■ Task prompt:
The answer must be every line of the records in which the string "Электросеть" appears.

(Records excerpted from a collection)
******
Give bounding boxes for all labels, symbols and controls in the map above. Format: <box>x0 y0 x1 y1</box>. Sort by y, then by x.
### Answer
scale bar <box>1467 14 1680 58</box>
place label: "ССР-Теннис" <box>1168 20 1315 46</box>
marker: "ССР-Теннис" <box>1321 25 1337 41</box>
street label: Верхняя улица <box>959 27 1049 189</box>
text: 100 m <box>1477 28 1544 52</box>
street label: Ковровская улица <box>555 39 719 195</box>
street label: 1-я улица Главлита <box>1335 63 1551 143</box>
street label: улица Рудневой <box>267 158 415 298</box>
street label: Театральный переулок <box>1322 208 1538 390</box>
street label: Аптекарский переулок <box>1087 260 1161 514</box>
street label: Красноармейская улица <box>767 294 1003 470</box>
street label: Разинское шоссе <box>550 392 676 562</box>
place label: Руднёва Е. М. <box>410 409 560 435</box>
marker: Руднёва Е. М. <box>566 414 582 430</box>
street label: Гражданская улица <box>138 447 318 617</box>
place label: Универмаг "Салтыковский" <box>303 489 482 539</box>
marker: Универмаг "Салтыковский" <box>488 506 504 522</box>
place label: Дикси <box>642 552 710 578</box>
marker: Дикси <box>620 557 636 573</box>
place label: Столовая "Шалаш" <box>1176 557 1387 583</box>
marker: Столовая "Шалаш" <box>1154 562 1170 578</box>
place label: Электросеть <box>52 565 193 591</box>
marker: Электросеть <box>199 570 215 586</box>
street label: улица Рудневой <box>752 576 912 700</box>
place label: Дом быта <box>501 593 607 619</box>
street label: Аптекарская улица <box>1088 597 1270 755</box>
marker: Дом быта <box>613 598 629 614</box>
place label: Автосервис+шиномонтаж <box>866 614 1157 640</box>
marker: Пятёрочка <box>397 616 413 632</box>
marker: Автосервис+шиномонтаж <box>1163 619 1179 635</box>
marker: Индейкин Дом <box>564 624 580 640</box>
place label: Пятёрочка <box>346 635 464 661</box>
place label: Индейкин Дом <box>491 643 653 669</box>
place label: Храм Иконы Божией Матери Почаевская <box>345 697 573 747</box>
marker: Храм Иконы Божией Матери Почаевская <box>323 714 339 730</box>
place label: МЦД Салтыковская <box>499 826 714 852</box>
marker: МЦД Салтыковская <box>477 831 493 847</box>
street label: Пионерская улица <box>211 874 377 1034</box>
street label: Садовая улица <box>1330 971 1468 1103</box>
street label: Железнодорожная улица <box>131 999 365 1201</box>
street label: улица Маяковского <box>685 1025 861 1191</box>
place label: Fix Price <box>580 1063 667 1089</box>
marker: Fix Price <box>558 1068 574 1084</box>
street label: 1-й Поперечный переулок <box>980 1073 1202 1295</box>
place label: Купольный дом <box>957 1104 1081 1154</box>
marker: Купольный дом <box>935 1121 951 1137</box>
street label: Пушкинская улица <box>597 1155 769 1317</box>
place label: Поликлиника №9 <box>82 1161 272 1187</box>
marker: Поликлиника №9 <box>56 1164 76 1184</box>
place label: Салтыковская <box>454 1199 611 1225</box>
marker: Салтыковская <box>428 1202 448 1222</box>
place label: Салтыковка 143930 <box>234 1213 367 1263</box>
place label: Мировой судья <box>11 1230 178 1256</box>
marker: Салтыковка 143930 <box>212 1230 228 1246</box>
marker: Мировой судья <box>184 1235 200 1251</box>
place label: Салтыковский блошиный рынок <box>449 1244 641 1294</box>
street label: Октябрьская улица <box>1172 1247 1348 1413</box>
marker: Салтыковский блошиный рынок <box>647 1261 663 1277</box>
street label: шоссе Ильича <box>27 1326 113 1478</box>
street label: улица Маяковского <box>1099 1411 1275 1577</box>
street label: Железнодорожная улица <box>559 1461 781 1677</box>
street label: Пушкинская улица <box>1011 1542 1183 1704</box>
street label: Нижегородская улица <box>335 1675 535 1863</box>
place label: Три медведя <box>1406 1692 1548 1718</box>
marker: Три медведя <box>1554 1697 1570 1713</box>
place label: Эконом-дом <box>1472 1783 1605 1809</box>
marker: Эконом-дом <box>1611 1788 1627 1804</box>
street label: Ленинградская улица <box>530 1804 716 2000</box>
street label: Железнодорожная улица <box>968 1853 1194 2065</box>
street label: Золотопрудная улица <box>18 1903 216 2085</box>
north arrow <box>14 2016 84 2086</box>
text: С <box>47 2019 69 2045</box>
******
■ Answer below:
place label: Электросеть <box>52 565 193 591</box>
marker: Электросеть <box>199 570 215 586</box>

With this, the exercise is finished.